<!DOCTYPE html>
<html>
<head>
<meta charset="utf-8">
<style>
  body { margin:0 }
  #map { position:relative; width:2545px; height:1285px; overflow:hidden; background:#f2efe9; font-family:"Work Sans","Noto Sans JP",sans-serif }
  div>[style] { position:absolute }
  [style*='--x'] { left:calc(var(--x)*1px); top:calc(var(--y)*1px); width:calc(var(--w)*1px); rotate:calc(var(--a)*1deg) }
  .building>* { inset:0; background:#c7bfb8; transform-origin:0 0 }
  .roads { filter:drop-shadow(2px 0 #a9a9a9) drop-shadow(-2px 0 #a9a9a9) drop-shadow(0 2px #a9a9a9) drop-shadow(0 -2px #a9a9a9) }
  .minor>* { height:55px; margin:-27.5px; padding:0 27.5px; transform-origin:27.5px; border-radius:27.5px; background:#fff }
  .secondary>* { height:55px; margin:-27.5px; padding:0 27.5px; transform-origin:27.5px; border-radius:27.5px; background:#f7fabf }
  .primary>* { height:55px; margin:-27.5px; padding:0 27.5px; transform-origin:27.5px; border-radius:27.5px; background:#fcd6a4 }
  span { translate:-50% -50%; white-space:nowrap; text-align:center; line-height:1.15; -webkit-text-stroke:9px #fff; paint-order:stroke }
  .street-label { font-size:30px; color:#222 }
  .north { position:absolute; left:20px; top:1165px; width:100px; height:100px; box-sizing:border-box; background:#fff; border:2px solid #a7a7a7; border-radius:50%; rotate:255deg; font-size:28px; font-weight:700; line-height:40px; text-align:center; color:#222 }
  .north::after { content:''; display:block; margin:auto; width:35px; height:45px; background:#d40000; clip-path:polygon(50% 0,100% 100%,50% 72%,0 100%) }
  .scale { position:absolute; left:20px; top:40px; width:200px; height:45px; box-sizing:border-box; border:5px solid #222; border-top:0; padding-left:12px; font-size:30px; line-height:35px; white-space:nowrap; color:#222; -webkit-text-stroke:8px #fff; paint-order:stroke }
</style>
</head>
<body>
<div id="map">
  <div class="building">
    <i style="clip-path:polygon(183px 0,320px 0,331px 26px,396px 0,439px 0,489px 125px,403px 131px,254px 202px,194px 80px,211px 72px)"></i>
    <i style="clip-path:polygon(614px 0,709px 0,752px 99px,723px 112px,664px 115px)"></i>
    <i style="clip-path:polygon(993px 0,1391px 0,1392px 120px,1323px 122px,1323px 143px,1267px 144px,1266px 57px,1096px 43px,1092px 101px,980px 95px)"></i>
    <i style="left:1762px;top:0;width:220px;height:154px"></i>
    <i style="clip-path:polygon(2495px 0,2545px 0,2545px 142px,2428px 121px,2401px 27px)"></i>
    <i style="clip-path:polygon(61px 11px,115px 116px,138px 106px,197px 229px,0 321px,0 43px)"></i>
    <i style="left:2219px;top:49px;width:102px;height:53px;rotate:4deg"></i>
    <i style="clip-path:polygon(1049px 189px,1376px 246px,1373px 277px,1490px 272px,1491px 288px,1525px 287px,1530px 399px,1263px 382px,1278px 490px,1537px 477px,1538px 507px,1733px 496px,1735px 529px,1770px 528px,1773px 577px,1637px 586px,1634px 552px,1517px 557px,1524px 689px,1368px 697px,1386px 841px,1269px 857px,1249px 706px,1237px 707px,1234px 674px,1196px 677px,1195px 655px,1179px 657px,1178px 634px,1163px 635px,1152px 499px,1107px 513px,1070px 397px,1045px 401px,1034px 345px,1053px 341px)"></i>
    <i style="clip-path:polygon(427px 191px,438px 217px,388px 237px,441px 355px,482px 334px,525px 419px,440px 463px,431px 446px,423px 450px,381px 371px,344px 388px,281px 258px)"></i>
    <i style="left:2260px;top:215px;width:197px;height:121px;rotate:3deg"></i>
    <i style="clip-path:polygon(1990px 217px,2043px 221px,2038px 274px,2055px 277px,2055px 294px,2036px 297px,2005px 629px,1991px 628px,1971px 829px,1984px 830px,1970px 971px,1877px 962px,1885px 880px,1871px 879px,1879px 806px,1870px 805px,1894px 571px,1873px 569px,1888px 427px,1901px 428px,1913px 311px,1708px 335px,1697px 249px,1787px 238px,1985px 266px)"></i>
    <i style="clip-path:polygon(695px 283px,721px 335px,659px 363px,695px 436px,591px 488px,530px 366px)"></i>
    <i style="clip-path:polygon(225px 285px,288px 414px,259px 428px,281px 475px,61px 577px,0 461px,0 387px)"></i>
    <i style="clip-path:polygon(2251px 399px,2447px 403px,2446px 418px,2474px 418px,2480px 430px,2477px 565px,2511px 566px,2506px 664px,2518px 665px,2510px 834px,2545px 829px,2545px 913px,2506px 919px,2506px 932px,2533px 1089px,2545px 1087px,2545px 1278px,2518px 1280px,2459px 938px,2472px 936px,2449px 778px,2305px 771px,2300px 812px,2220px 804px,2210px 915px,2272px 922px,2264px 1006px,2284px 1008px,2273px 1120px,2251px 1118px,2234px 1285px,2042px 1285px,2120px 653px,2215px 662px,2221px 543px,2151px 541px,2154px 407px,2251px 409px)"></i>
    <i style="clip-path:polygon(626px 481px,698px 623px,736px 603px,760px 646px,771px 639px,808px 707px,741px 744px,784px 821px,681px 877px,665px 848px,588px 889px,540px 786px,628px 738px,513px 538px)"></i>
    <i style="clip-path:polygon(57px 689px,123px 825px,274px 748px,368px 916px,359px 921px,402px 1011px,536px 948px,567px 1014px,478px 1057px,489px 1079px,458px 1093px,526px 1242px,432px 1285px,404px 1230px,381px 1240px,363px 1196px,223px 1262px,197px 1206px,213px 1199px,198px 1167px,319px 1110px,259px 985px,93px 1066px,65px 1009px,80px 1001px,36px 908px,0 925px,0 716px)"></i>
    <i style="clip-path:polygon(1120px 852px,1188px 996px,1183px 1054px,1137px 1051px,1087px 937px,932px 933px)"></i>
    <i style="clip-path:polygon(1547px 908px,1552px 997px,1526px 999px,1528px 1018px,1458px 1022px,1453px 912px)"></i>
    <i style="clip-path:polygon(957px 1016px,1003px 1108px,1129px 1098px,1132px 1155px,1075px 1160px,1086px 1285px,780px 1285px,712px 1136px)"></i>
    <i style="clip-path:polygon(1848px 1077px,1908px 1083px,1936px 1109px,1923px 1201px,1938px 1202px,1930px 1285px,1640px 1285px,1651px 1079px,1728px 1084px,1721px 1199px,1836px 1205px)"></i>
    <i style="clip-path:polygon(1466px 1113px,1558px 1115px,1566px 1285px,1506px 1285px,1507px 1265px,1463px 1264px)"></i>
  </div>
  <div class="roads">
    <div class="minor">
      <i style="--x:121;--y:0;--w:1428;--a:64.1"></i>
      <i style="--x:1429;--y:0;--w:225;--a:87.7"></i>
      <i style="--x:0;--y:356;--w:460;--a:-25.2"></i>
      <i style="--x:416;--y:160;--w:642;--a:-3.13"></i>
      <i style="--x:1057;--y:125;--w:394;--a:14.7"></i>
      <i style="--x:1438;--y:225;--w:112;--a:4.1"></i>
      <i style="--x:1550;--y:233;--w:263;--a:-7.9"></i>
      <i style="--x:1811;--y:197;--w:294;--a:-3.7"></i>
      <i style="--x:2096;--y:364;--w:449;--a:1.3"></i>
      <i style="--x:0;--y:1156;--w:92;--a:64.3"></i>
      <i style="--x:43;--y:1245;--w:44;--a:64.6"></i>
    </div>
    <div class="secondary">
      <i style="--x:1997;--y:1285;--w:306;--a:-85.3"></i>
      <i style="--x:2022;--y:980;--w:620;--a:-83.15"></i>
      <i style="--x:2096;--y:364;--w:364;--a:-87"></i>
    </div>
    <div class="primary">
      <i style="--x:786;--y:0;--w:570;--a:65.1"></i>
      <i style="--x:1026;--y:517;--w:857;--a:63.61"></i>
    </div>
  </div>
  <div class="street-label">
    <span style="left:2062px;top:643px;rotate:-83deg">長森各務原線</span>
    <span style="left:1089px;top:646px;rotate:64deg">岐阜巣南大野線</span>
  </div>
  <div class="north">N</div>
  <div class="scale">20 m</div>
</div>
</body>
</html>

What the task requires »
Within the listing above, locate the line containing "position:relative; width:2545px; height:1285px;" and the line containing "filter:drop-shadow(2px 0 #a9a9a9)". Reproduce those two lines and all lines between them exactly, with nothing added.

Solution »
  #map { position:relative; width:2545px; height:1285px; overflow:hidden; background:#f2efe9; font-family:"Work Sans","Noto Sans JP",sans-serif }
  div>[style] { position:absolute }
  [style*='--x'] { left:calc(var(--x)*1px); top:calc(var(--y)*1px); width:calc(var(--w)*1px); rotate:calc(var(--a)*1deg) }
  .building>* { inset:0; background:#c7bfb8; transform-origin:0 0 }
  .roads { filter:drop-shadow(2px 0 #a9a9a9) drop-shadow(-2px 0 #a9a9a9) drop-shadow(0 2px #a9a9a9) drop-shadow(0 -2px #a9a9a9) }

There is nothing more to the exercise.